Records supplied —
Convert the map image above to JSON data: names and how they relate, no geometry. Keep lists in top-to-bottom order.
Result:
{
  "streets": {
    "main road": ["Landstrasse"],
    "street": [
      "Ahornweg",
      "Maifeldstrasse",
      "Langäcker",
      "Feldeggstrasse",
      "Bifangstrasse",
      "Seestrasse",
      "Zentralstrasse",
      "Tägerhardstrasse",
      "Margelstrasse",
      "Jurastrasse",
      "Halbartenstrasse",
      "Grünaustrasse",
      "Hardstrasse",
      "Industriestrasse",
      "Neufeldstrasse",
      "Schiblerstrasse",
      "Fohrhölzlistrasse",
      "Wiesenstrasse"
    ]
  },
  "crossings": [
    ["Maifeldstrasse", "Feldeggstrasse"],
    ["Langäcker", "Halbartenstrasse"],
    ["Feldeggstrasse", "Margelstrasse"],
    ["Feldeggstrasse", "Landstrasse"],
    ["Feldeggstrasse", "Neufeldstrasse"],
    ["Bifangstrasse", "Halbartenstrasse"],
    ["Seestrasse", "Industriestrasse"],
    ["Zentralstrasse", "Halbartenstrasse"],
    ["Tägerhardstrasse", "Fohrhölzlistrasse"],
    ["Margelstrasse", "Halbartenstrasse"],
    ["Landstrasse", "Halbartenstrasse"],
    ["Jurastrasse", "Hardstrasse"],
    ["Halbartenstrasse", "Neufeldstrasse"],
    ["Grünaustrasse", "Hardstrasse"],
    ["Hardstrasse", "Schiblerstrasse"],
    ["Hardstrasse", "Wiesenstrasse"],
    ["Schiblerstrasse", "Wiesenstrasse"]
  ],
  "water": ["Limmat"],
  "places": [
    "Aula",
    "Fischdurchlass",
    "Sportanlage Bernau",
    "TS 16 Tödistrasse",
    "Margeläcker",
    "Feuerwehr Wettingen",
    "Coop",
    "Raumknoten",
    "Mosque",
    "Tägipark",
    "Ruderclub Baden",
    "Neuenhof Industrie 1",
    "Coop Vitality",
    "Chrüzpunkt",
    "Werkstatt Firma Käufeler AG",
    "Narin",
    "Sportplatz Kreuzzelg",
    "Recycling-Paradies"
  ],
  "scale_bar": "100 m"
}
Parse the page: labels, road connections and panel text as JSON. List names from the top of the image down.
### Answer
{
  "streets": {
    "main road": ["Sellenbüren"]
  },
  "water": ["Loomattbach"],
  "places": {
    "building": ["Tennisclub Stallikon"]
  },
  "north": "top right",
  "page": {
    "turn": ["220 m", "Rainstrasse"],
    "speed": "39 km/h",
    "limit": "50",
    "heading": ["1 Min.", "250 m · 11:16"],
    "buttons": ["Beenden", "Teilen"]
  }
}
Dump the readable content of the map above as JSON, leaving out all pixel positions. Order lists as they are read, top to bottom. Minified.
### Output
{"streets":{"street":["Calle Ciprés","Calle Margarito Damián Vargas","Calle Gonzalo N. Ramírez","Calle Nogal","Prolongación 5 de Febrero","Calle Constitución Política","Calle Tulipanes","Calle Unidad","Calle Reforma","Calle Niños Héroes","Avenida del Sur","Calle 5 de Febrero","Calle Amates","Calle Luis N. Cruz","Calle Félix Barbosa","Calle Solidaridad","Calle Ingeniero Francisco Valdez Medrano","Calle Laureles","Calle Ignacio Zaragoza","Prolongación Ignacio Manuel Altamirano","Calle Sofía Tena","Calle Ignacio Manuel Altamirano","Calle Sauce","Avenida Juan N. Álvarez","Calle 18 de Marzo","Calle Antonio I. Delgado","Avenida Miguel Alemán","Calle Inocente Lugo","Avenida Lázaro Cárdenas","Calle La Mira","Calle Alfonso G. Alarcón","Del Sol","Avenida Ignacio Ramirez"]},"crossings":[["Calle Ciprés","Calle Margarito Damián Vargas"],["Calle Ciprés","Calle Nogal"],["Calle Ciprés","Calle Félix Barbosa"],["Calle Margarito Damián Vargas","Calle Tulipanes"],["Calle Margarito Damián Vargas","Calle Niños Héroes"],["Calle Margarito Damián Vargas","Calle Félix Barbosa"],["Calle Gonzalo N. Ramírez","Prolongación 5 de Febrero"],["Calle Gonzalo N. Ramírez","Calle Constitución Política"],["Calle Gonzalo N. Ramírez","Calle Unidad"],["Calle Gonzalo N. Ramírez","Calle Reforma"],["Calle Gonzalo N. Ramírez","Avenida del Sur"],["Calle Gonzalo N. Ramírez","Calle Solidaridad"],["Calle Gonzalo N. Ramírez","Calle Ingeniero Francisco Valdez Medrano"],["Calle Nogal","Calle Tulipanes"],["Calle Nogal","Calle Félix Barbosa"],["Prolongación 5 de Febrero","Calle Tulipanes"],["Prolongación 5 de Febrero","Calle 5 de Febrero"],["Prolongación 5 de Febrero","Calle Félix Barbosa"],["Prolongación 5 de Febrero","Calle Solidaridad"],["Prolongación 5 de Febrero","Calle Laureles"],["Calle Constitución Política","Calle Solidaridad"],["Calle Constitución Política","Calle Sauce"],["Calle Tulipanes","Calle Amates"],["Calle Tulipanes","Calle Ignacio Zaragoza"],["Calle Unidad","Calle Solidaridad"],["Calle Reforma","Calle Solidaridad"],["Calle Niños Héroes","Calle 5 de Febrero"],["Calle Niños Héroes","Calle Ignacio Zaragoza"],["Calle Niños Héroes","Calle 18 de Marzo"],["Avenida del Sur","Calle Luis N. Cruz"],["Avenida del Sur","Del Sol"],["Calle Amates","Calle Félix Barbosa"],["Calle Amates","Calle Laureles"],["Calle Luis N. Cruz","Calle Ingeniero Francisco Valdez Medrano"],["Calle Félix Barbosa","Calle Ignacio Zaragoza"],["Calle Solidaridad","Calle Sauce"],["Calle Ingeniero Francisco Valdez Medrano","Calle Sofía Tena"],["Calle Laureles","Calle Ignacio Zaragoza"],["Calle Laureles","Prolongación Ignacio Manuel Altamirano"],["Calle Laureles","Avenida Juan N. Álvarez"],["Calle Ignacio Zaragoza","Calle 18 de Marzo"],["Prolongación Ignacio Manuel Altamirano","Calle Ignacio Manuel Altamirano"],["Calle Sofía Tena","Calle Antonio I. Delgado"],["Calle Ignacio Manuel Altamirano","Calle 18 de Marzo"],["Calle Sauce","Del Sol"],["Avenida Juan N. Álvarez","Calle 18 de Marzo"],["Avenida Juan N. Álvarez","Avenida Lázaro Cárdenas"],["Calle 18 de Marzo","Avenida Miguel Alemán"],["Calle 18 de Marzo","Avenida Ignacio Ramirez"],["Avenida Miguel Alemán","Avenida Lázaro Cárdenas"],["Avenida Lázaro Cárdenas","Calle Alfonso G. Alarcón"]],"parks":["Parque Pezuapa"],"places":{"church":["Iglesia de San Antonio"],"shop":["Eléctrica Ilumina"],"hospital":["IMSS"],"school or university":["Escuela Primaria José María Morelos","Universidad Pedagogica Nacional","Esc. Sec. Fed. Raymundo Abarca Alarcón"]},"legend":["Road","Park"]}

Exercise instructions — Find the lines of the listing above that hold "Wiesenstrasse". Please copy them.

Written solution —
      "Wiesenstrasse"
    ["Hardstrasse", "Wiesenstrasse"],
    ["Schiblerstrasse", "Wiesenstrasse"]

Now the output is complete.